Exercise brief
If a line of the records contains the string "linecap", copy it out.

Recorded information

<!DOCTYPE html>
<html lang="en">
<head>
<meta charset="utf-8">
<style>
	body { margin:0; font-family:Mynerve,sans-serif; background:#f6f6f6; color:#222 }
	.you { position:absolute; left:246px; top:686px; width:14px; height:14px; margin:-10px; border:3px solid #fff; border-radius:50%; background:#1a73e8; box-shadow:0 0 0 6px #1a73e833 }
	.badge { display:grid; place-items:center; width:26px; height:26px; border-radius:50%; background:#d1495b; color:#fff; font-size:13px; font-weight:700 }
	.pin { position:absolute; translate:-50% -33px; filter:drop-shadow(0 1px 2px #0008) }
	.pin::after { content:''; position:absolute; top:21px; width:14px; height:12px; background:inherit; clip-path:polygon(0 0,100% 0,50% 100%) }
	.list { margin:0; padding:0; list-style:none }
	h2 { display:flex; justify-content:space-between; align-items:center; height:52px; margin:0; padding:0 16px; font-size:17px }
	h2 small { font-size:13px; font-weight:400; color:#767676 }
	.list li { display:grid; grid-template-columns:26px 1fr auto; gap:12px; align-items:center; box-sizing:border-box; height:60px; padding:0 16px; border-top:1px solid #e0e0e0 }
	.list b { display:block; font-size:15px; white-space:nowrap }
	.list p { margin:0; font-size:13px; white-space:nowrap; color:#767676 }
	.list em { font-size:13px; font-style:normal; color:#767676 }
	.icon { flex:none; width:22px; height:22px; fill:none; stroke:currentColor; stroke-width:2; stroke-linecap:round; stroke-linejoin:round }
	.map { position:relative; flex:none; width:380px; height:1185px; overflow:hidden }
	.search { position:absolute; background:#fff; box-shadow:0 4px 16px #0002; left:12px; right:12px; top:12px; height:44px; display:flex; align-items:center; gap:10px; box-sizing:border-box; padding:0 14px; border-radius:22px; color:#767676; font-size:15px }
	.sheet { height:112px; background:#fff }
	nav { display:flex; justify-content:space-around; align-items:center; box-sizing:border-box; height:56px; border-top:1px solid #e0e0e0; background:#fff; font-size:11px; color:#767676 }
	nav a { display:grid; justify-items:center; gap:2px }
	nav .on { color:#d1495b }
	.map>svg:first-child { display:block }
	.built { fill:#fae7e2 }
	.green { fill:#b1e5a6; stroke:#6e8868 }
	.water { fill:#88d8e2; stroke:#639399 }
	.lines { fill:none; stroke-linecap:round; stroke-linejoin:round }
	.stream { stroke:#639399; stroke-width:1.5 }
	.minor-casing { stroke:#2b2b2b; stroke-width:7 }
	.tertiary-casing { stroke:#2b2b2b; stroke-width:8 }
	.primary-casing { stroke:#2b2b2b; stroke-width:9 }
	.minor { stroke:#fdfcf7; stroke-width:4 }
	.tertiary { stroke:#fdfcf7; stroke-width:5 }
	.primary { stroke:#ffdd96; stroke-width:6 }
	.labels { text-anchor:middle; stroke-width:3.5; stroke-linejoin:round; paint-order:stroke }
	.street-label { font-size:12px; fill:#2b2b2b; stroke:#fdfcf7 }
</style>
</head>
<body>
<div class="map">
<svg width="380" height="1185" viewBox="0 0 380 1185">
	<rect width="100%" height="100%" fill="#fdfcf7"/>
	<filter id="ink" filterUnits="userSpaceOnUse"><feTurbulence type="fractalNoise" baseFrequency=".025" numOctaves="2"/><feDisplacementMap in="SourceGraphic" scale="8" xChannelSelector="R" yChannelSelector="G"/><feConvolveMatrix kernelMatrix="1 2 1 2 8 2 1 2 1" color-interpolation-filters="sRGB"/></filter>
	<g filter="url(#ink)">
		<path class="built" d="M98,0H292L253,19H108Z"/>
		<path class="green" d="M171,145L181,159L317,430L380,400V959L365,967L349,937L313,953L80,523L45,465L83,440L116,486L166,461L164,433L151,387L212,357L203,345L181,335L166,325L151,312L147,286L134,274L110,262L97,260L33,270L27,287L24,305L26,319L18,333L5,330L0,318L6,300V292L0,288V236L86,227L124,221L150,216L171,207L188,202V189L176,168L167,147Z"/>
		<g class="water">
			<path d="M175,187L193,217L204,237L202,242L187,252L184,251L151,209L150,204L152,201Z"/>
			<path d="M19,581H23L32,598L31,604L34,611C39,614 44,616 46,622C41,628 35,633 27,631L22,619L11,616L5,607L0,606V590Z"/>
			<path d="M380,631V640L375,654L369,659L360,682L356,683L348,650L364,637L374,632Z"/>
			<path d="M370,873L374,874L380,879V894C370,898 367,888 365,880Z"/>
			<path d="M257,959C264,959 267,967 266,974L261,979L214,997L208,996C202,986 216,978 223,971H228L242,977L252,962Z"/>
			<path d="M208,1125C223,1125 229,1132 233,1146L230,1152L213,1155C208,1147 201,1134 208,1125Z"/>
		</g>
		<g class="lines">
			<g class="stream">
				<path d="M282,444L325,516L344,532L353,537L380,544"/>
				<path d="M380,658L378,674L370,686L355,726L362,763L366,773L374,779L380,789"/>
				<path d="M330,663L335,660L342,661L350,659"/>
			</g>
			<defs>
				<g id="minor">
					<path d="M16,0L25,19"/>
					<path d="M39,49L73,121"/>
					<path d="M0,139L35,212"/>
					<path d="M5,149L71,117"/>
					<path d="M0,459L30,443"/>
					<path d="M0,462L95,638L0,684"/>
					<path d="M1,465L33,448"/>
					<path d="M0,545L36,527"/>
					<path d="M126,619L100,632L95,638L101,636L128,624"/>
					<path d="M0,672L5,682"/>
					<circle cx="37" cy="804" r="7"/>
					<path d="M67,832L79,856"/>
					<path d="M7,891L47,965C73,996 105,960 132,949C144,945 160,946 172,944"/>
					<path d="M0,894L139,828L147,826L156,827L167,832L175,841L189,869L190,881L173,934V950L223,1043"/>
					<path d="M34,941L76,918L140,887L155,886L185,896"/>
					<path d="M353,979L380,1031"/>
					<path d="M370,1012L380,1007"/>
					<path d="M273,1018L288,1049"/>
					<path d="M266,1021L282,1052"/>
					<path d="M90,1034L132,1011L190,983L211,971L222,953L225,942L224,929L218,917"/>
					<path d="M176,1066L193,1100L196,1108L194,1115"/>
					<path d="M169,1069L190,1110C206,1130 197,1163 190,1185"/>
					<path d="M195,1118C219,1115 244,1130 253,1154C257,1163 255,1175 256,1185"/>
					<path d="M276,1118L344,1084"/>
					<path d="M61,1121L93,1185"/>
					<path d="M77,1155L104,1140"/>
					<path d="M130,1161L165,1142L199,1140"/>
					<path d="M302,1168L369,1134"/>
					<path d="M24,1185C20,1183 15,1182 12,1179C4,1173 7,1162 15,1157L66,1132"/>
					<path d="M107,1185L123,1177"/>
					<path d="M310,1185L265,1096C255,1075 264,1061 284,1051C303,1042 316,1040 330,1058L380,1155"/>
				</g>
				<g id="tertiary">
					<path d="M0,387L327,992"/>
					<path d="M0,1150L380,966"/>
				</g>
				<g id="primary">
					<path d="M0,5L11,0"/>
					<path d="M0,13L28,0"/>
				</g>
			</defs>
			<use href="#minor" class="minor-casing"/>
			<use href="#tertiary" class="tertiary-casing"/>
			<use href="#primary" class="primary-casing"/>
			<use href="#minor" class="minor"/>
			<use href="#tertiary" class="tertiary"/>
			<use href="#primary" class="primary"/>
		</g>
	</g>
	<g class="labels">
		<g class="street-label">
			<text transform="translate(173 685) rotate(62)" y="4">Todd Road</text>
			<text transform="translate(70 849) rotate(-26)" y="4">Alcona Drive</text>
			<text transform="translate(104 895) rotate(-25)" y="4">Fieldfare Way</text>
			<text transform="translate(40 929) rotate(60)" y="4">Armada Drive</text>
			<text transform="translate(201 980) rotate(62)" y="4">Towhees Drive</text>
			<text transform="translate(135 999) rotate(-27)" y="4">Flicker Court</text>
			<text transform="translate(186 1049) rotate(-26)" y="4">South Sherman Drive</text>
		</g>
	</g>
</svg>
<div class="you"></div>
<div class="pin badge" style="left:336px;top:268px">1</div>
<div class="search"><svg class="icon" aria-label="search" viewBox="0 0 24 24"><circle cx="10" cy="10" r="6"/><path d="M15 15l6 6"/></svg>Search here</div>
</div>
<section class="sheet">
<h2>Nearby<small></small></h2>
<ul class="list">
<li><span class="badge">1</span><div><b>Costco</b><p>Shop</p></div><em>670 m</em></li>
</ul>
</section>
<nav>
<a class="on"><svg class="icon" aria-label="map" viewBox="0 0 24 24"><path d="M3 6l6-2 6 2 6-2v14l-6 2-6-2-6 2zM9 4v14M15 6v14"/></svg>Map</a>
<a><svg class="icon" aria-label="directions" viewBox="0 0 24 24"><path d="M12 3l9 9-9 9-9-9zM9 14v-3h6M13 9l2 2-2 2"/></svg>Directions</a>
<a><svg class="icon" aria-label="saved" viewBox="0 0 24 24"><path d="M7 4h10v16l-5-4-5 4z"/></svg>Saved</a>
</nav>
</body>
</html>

Solution
	.icon { flex:none; width:22px; height:22px; fill:none; stroke:currentColor; stroke-width:2; stroke-linecap:round; stroke-linejoin:round }
	.lines { fill:none; stroke-linecap:round; stroke-linejoin:round }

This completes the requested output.